Pour me préparer, j’ai gardé la ligne pour pas perdre le fil, j’ai écouté Gerry Rafferty dans la rue, depuis l’attache vélo jusqu’à la salle (enfin, salle, on dirait mon salon). T’écoutes Gerry Rafferty, et comme ça, si tu te tapes une merde de concert après, et que Pecresse l’emporte, t’as sauvé ta journée !
Alors, me revoilà à me retaper de la chanson française bla bla, avec des verbes en plus !
Avec Jamait et Sarclo, y’avait de la dérision, on s’était bien marrés quand même.
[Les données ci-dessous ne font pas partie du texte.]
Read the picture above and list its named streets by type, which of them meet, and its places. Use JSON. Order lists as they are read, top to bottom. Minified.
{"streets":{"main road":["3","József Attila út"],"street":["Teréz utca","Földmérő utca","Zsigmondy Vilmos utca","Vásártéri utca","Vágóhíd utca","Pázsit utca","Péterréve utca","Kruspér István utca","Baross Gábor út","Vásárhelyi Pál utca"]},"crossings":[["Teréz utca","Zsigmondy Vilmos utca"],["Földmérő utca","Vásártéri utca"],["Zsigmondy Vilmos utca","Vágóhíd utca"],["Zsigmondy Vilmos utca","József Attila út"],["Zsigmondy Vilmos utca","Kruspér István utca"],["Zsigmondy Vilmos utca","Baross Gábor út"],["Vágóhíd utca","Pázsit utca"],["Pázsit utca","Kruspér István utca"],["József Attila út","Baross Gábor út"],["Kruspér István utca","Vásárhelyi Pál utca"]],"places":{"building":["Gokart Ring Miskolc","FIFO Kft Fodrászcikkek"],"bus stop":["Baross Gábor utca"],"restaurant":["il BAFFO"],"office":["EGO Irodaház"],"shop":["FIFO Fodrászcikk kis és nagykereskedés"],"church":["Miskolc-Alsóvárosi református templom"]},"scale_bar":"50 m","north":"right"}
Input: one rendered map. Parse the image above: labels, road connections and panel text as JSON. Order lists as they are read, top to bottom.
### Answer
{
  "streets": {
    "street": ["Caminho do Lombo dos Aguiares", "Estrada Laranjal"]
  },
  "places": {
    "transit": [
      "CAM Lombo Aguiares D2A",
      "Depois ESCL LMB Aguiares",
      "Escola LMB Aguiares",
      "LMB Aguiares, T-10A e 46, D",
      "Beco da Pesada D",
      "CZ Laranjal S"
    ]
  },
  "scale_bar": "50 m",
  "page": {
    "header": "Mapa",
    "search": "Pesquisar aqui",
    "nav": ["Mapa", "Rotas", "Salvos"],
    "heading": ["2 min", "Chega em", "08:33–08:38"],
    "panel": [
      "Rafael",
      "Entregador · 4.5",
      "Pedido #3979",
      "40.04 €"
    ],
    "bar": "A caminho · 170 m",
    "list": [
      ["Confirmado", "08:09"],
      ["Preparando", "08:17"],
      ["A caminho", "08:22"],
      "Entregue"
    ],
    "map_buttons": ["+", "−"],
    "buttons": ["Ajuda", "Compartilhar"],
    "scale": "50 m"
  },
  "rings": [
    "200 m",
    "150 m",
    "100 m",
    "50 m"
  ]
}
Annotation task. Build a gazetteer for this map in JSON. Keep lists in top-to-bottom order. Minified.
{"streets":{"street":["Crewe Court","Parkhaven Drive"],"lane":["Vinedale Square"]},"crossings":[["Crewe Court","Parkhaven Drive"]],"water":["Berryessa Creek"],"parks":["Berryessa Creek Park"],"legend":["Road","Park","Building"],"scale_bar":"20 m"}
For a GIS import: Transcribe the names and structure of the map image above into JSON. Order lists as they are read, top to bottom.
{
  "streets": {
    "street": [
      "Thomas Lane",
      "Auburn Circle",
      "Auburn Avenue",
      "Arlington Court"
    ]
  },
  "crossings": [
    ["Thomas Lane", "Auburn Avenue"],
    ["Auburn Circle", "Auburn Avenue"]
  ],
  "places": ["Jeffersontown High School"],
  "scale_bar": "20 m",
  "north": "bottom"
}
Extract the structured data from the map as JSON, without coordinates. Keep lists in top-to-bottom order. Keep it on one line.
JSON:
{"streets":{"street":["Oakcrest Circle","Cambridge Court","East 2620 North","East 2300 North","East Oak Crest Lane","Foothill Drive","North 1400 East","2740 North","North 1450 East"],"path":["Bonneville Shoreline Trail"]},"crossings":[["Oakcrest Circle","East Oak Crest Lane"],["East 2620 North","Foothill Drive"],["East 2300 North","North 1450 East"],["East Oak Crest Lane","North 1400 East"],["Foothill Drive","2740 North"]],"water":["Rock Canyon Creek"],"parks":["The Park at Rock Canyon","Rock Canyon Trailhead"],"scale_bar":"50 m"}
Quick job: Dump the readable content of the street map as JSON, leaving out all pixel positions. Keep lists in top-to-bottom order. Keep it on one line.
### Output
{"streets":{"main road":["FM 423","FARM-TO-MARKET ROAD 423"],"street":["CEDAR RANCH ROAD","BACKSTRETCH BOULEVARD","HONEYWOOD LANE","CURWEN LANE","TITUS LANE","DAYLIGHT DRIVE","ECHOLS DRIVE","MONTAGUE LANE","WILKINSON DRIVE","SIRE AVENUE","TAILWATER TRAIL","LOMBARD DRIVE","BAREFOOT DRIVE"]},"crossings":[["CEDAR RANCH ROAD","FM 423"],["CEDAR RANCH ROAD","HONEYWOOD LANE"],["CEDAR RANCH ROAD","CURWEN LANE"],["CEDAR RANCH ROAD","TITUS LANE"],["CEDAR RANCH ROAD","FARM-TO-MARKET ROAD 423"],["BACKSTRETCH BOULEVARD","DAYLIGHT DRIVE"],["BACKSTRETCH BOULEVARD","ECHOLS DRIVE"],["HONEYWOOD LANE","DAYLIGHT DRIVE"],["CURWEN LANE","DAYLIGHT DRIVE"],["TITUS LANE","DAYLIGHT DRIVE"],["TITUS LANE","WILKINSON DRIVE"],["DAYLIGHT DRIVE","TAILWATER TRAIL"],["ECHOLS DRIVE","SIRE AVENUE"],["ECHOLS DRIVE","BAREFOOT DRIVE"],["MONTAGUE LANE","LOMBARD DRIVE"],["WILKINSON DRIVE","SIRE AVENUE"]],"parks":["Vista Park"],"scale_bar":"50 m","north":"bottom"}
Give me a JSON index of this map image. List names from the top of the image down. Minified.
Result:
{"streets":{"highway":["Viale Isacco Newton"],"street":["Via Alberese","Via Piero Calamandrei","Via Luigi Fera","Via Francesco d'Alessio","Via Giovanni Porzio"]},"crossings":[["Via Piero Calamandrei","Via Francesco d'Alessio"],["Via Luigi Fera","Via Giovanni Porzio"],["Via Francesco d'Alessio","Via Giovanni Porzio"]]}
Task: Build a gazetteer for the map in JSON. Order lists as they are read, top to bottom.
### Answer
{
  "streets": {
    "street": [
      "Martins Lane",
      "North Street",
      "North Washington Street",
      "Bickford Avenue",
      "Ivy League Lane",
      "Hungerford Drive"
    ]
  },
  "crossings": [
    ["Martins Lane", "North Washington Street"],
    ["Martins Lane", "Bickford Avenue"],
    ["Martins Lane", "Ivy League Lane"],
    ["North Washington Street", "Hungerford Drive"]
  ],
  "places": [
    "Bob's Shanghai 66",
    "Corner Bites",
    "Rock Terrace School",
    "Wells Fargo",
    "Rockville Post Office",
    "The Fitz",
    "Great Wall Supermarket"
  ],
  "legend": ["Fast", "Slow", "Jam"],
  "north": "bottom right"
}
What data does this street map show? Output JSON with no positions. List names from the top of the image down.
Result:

Là… question foutage de gueule… triple bof !
Le pianiste, il sort un sourire à la fin du 4ème titre !
Mais purée, on est à Pleyel là ou quoi ?
En plus, veste noire, chemise blanche, petit nœud papillon avec motifs colorés, les lunettes et la queue de cheval… le mec se pointe seul sur scène, je me suis dit : C’est le 3ème concerto de Rachmaninov en première partie !!!!!!!
J’avais dépouillement à 20h !!!! A l’aide !!!!!!!!!!!!!!!!!!
Bon, je peux vous le dire, le mec est normal, et en plus il joue bien…
Nan, je dis ça parce qu’à la sortie de la salle (mon salon), il est allé voir un truc dans la bagnole garée en face et il a des baskets vertes !!!!!!!!!!
J’avais pas vu !!!!!!!!!
Veste noire, chemise blanche, petit nœud papillon avec motifs colorés, les lunettes et la queue de cheval et les pompes bio !!!!!!!!!
Bon, si je vous raconte tout ce que j’ai entendu à la sortie, je fais une pièce de théâtre…
Le premier couple qui sort, ils se barrent, la meuf, elle a l’air contente, elle parle des chansons : y’en a des biens, et y’en a des terribles aussi !!!!!
Ahahahaha, la poilade. Ça devait être une critique d’art, la fille.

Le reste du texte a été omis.